Please remote connect to your desktop computer

  1. Open the Start menu  *Click the Window’s logo on the bottom left of the screen
  2. Select Remote Desktop Connection
  3. Enter w7-your7digit#
  4. Press Connect


Open your RStudio project

  1. Open your project folder from last week.
  2. Double click the .Rproj file to open RStudio.
  3. Ready yourself for an adventure.





CAMP schedule



Day 3
  1. Finish plotting
    • Line charts.
    • Add titles and axis labels.
    • Boxplots.
    • Log transform your chart axis.
    • Bar charts.
    • Save plots in different formats: ggsave()
  2. Tidy your data with tidyr
    • Replace missing values.
    • Flip your table from wide to tall format.
    • Join tables together.
  3. Connect to data sources
    • Excel
    • SQL databases (e.g. TEMPO / delta / CEDR / EQUIS)
    • GIS Shapefiles
    • Web data (URL or FTP site)
    • Access
    • Tableau



Day 2 review

Reminder: Add your packages to the top of each new script.

library(readr)
library(dplyr)
library(ggplot2)

# Your code starts here.


1. Table summary functions

  • summary()
  • names()
  • nrow()
  • ncol()
  • glimpse()

2. Completed data transformation

  • Save your data with write_csv().
  • Add a column with mutate().
  • Summarize your data with summarize() (or summarise if you’re from New Zealand).
    • mean()
    • median()
    • max()
    • min()
    • nth()
    • sd()
    • n()
    • quantile(data, 0.05)
  • Add na.rm = T to ignore missing values: mean(data, na.rm = T).
  • Summarize by different categories in a group with group_by().
  • Connect multiple functions with the pipe operator %>%.

3. Made awesome charts

  • ggplot() from the ggplot2 package.
  • Different geometries:
    • geom_point()
    • geom_smooth()
    • geom_histogram()
  • Modified histogram bar position: position = "dodge".
  • Set plot colors to vary based on a column in the data.
    • geom_point(aes(color = content_rating))


Plotting with ggplot2 …continued

Let’s load the IMDB movie data again.

Surprise! The data is now in an Excel file.

Excel files

Excel files are complicated. Let’s install the readxl package!

install.packages("readxl")


Now we can use the read_excel() function to load data from any tab we want in an Excel file.

As an example, download the movie data as an XLSX file from HERE and save it to your data folder.
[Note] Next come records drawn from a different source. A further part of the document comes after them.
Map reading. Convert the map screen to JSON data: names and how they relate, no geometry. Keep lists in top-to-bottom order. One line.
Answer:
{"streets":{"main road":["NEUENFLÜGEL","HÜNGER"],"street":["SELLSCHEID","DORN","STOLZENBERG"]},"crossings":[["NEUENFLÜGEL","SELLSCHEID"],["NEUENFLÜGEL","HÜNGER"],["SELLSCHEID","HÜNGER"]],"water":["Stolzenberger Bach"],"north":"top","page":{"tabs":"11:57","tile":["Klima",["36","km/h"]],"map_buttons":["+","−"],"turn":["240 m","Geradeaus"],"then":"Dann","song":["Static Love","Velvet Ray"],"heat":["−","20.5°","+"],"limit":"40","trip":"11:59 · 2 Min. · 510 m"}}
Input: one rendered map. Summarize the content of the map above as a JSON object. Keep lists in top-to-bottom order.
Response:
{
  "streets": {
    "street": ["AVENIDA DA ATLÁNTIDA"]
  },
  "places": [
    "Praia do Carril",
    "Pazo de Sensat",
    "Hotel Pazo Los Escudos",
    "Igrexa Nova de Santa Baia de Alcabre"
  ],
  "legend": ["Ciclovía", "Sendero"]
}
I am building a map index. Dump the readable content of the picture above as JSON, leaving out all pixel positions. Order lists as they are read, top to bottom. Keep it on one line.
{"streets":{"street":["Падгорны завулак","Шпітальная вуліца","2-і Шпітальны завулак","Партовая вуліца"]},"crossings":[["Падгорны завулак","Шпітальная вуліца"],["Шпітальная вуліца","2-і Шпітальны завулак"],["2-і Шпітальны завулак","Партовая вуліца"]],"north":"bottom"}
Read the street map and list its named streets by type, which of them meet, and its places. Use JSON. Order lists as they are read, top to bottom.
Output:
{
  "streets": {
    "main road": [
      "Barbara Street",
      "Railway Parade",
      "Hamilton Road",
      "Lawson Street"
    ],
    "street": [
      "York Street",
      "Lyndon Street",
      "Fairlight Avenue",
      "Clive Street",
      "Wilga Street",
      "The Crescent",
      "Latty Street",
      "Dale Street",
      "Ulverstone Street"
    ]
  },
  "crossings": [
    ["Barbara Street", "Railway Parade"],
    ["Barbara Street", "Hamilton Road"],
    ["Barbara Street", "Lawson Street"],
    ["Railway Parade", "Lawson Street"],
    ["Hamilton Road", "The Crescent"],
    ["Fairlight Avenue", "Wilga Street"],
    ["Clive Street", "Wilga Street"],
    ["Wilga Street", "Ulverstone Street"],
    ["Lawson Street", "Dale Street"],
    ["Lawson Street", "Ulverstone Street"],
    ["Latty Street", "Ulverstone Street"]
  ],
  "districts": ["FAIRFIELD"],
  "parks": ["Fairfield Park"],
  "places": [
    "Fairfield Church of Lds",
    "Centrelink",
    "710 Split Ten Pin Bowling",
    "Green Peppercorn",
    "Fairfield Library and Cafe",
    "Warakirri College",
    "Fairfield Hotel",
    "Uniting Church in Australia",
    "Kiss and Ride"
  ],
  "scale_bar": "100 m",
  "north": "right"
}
Now you can use read_excel() to load the data into R.

library(readxl)
library(dplyr)
library(ggplot2)

movie_file <- "data/movies/IMDB movie data.xlsx"

# Read Excel file
movies <- read_excel(movie_file)


Show the sheet names in the Excel file.

# Show sheet names in file
excel_sheets(movie_file)
## [1] "intro"             "use_this"          "new_sheet"        
## [4] "dont_use_this (2)"
# The default is the first tab/sheet. 
# Pick the second sheet using `sheet = 2`
movies <- read_excel(movie_file, sheet = 2)

# Or, pick the "use_this" tab
movies <- read_excel(movie_file, sheet = "use_this")

# Column names start on the 3rd row
# Skip the top 2 rows of random info
movies <- read_excel(movie_file, sheet = "use_this", skip = 2)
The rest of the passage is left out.